What is expected » Only the number is wanted: how many lines in the data contain "nowrap"?

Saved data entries
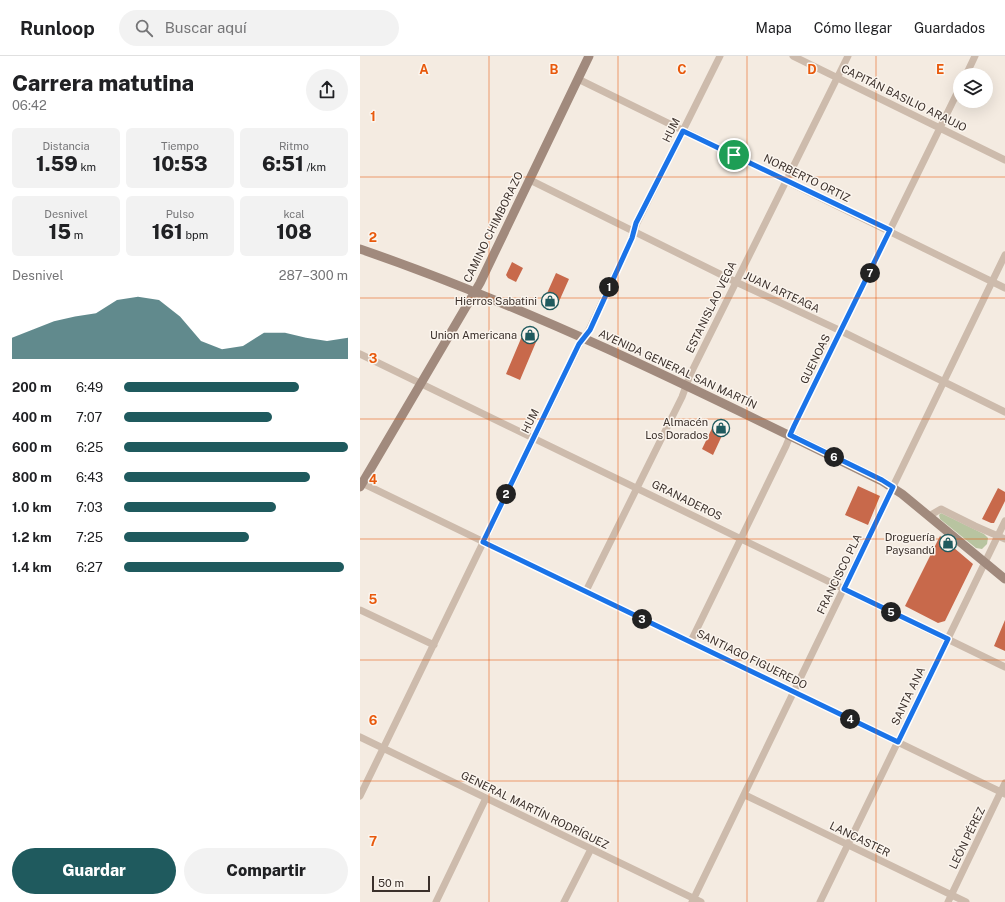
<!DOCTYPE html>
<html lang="es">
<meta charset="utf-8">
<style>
:root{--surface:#fff;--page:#f2f2f2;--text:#202124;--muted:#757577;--line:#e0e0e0;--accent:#1f5a5e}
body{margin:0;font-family:"Public Sans",sans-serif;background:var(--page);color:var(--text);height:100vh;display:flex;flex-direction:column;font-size:15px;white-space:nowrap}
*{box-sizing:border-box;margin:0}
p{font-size:13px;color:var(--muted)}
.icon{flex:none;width:22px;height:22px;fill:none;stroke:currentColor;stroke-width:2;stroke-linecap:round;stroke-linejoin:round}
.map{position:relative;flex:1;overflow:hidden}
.sheet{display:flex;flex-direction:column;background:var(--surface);width:360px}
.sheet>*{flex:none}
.tools{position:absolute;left:593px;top:12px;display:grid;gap:8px}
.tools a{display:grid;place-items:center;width:40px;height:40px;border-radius:50%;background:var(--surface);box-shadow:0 4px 16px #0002;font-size:20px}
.scale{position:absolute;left:12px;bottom:10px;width:58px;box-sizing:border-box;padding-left:4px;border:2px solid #3b302b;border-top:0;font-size:11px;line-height:14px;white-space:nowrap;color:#3b302b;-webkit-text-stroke:3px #fbf5ee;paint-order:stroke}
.pin{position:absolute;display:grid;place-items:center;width:34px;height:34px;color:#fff;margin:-17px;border:2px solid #fff;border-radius:50%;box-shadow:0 1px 4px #0007}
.km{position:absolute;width:20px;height:20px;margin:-10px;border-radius:50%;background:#222;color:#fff;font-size:11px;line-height:20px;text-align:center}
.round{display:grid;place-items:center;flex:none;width:42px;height:42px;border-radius:21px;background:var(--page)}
.headline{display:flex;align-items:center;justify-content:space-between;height:68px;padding:0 12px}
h1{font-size:22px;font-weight:800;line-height:30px}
.metrics{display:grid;grid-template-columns:repeat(3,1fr);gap:6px;height:68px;padding:4px 12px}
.metrics div{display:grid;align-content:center;border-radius:6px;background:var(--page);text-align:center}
.metrics b{font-size:20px;font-weight:800}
.metrics small{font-size:11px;font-weight:400}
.metrics p{font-size:11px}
.chart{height:112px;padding:8px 12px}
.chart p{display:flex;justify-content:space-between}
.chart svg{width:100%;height:72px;margin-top:4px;fill:var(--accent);opacity:.7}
.cta{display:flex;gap:8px;margin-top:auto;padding:8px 12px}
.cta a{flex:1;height:46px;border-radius:24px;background:var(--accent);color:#fff;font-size:16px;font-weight:800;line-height:46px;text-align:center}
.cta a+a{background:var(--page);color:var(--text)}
ul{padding:0 12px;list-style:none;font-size:13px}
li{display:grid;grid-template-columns:64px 48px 1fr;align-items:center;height:30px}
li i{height:10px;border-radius:5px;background:var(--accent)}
header{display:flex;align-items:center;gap:24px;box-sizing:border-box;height:56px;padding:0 20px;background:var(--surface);border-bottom:1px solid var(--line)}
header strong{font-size:19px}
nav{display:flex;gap:22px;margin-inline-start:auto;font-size:14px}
.search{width:280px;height:36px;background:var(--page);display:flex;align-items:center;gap:10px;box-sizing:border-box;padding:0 14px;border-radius:22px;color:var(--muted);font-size:15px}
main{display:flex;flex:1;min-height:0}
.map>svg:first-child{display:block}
.green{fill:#b8c4a0}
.building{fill:#c8694b}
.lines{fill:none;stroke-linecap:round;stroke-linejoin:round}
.street{stroke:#cdbbac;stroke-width:7}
.secondary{stroke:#a18a7d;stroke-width:9}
.route-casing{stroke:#fff;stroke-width:8}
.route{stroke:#1a73e8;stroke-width:5}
.grid{fill:none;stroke:#e8590c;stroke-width:1;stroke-opacity:0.55}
.labels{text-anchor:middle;stroke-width:3;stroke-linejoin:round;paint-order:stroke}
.street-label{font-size:11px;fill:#3b302b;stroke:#fbf5ee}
.poi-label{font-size:11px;fill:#3b302b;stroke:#fbf5ee;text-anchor:end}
.grid-label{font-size:13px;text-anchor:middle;font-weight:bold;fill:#e8590c;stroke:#fbf5ee;stroke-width:3;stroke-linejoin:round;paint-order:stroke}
</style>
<header>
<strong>Runloop</strong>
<div class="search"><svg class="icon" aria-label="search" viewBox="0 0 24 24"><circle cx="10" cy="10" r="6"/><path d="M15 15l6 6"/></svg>Buscar aquí</div>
<nav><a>Mapa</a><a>Cómo llegar</a><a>Guardados</a></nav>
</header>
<main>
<section class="sheet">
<div class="headline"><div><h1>Carrera matutina</h1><p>06:42</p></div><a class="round"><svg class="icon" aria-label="share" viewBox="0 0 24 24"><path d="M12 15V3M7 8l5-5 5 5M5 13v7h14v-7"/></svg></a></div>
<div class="metrics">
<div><p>Distancia</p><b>1.59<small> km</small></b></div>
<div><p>Tiempo</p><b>10:53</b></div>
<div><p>Ritmo</p><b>6:51<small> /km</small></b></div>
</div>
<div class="metrics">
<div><p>Desnivel</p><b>15<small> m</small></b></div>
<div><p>Pulso</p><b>161<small> bpm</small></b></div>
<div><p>kcal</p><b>108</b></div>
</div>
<div class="chart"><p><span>Desnivel</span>287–300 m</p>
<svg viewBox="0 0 160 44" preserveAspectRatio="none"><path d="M0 44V31L10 26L20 21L30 18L40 16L50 8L60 6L70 8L80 18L90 33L100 38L110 36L120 28L130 28L140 31L150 33L160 31V44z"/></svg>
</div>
<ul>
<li><b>200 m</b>6:49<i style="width:78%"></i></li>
<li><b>400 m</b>7:07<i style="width:66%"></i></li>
<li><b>600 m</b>6:25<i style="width:100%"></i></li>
<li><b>800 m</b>6:43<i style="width:83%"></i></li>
<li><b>1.0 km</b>7:03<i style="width:68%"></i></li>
<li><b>1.2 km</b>7:25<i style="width:56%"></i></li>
<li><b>1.4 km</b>6:27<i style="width:98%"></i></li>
</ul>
<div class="cta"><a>Guardar</a><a>Compartir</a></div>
</section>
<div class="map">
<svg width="645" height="846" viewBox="0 0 645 846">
<rect width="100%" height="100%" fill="#f4ebe1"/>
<path class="green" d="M581,457L624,478L628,482L627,488L622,493L616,492L580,463L579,459Z"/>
<path class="building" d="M152,206L163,212L156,226L148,222L146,219Z
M196,217L209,223L197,250L184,244Z
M165,273L179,279L160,324L146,318Z
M355,366L366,371L353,399L342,393Z
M498,430L520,440L508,469L485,459Z
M638,432L645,436V445L634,467H631L622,463Z
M580,480L613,508L585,565L578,567L545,550Z
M645,564V595L634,590Z"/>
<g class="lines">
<path class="street" d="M433,0L645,104
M606,19L615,0
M218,23L645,232
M170,124L376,226L481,275L645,356
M0,298L645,611
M0,426L645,738
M569,460L581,453L615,470L645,483
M226,535L322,341L330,319L488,0
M0,554L74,589
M331,585L426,390L434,370L600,31
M0,681L341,846
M385,739L606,846
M0,740L219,289L229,274L272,182L277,167L360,0
M76,846L126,742
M204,846L231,793
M332,846L645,199
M460,846L645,465
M588,846L645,727"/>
<path class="secondary" d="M0,193C180,255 351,341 522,425L542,438L645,523
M0,431L120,227L229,0"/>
</g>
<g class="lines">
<g class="route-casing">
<path id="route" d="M323,75L530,174L434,370L430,379L522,424L533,431L484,533L588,583L538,686L123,486L219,288L230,274L272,182L276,167Z"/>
</g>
<use href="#route" class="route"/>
</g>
<path class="grid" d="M129,0V846M258,0V846M387,0V846M516,0V846M0,121H645M0,242H645M0,363H645M0,483H645M0,604H645M0,725H645"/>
<defs>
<g id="shop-ring" transform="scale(0.9)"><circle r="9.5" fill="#fbf5ee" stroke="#1f5a5e" stroke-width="1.5"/><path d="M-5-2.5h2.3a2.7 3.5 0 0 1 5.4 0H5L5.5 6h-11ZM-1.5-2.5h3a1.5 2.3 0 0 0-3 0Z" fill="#1f5a5e"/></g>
</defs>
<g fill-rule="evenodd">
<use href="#shop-ring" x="190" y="245"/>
<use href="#shop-ring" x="170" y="279"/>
<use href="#shop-ring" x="361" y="372"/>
<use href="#shop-ring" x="588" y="487"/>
</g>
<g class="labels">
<g class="street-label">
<text transform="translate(544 42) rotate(26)" y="4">CAPITÁN BASILIO ARAUJO</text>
<text transform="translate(311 74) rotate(-64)" y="4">HUM</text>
<text transform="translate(447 122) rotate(26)" y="4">NORBERTO ORTIZ</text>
<text transform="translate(133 171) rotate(-64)" y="4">CAMINO CHIMBORAZO</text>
<text transform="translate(422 236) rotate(25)" y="4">JUAN ARTEAGA</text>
<text transform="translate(351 251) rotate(-64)" y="4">ESTANISLAO VEGA</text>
<text transform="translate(455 303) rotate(-64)" y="4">GUENOAS</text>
<text transform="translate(318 313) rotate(25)" y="4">AVENIDA GENERAL SAN MARTÍN</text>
<text transform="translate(170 365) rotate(-64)" y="4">HUM</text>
<text transform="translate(327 444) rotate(26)" y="4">GRANADEROS</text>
<text transform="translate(479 518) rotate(-64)" y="4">FRANCISCO PLA</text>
<text transform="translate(392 603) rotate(26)" y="4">SANTIAGO FIGUEREDO</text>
<text transform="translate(548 640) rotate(-64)" y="4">SANTA ANA</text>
<text transform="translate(175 754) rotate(26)" y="4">GENERAL MARTÍN RODRÍGUEZ</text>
<text transform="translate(607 782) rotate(-64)" y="4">LEÓN PÉREZ</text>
<text transform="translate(500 783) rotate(26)" y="4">LANCASTER</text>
</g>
<g class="poi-label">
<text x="177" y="249">Hierros Sabatini</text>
<text x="157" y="283">Union Americana</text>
<text x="348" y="370">Almacén<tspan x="348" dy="13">Los Dorados</tspan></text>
<text x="575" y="485">Droguería<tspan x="575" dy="13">Paysandú</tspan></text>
</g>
</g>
<g class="grid-label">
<text x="64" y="18">A</text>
<text x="194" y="18">B</text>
<text x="322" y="18">C</text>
<text x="452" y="18">D</text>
<text x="580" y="18">E</text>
<text x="13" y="65">1</text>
<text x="13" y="186">2</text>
<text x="13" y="307">3</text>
<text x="13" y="428">4</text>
<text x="13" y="548">5</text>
<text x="13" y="669">6</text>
<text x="13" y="790">7</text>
</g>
</svg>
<div class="tools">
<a><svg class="icon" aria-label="layers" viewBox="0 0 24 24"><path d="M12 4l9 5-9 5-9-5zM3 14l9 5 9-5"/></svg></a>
</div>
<div class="scale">50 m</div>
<div class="pin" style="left:374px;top:99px;background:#1e9e55"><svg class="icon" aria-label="arrive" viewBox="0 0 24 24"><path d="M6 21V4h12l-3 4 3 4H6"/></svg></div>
<b class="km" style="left:249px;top:231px">1</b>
<b class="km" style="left:146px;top:438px">2</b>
<b class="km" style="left:282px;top:563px">3</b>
<b class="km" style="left:490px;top:663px">4</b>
<b class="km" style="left:531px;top:556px">5</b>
<b class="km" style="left:474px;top:401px">6</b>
<b class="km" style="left:510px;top:217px">7</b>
</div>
</main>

Task result » 2